**Work to complete:** Show all the lines in the data below that include the word "Avenue".
- Opening Delimiter -
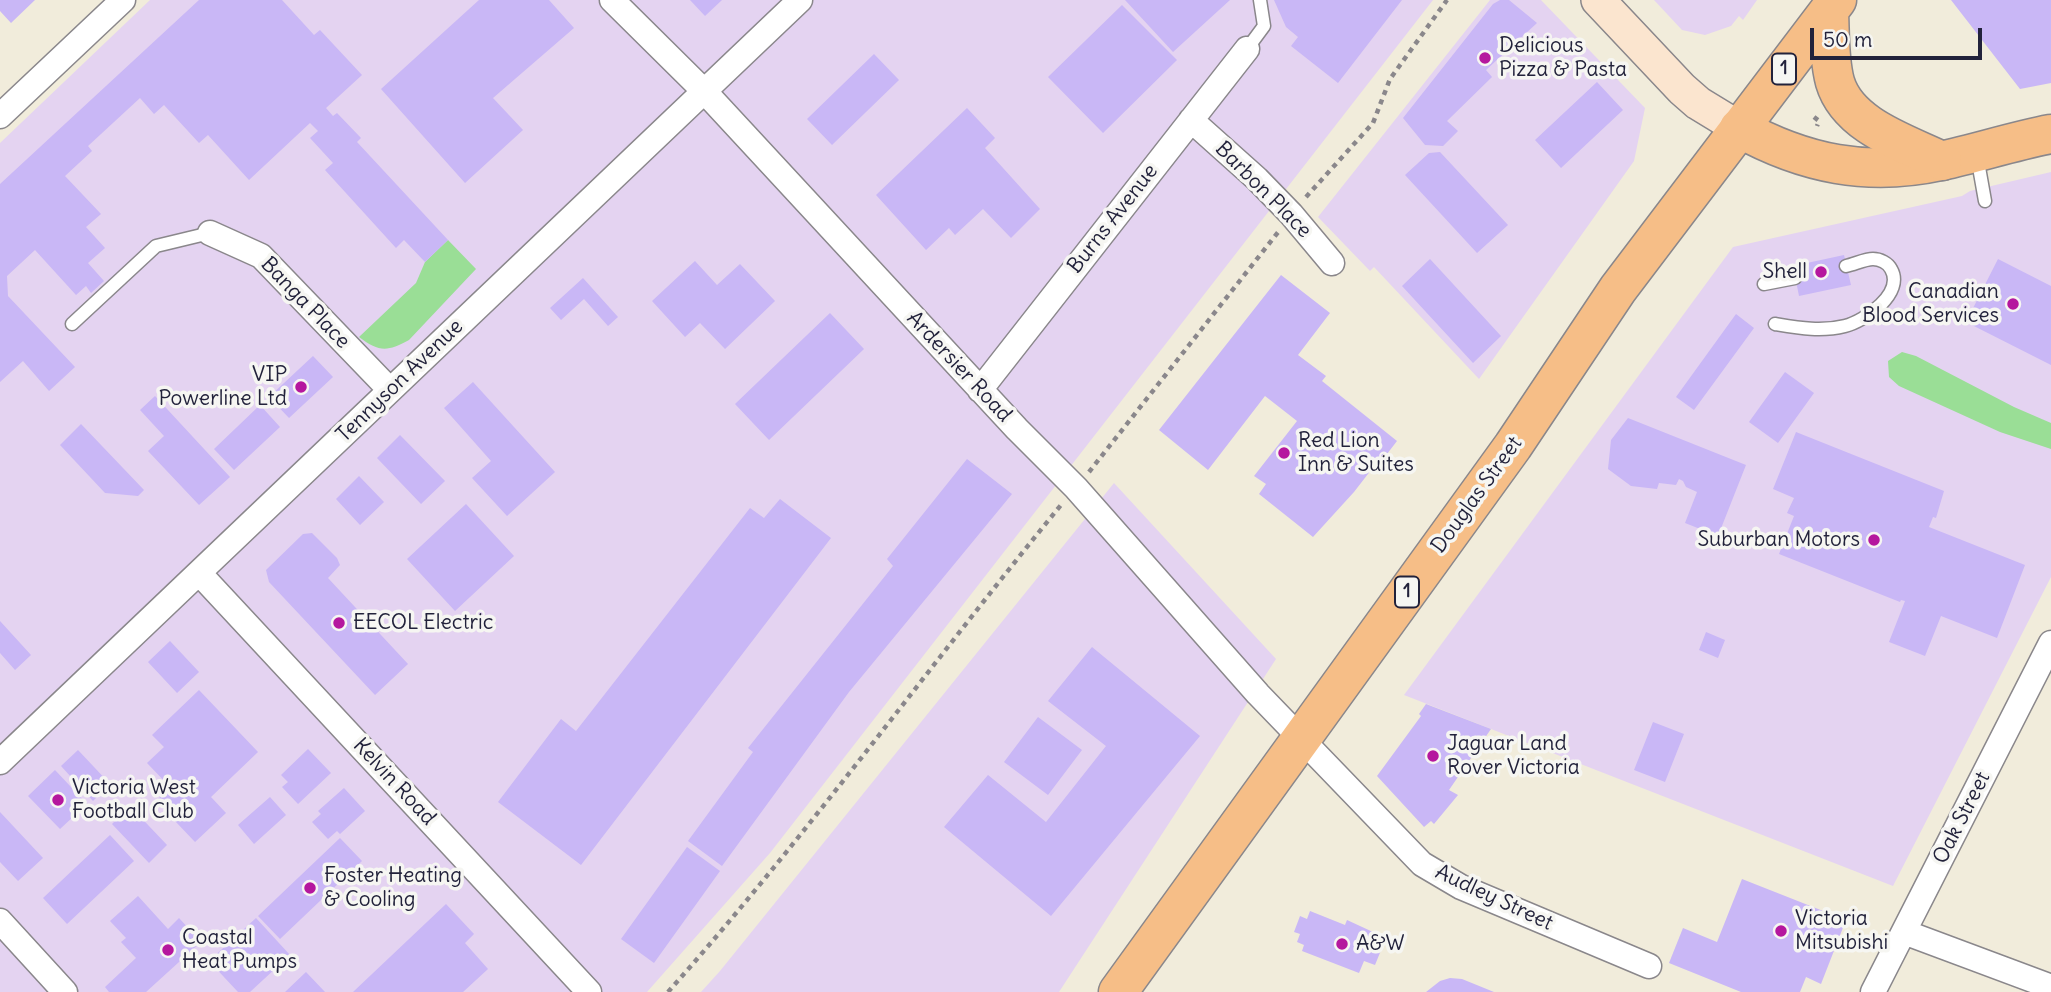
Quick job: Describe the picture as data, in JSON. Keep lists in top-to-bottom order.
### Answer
{
  "streets": {
    "main road": ["1", "Douglas Street"],
    "street": [
      "Barbon Place",
      "Burns Avenue",
      "Banga Place",
      "Ardersier Road",
      "Tennyson Avenue",
      "Kelvin Road",
      "Oak Street",
      "Audley Street"
    ]
  },
  "crossings": [
    ["Barbon Place", "Burns Avenue"],
    ["Burns Avenue", "Ardersier Road"],
    ["Banga Place", "Tennyson Avenue"],
    ["Ardersier Road", "Tennyson Avenue"],
    ["Ardersier Road", "Douglas Street"],
    ["Ardersier Road", "Audley Street"],
    ["Tennyson Avenue", "Kelvin Road"],
    ["Douglas Street", "Audley Street"]
  ],
  "places": [
    "Delicious Pizza & Pasta",
    "Shell",
    "Canadian Blood Services",
    "VIP Powerline Ltd",
    "Red Lion Inn & Suites",
    "Suburban Motors",
    "EECOL Electric",
    "Jaguar Land Rover Victoria",
    "Victoria West Football Club",
    "Foster Heating & Cooling",
    "Victoria Mitsubishi",
    "A&W",
    "Coastal Heat Pumps"
  ],
  "scale_bar": "50 m"
}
- Closing Delimiter -
**Reply:**
      "Burns Avenue",
      "Tennyson Avenue",
    ["Barbon Place", "Burns Avenue"],
    ["Burns Avenue", "Ardersier Road"],
    ["Banga Place", "Tennyson Avenue"],
    ["Ardersier Road", "Tennyson Avenue"],
    ["Tennyson Avenue", "Kelvin Road"],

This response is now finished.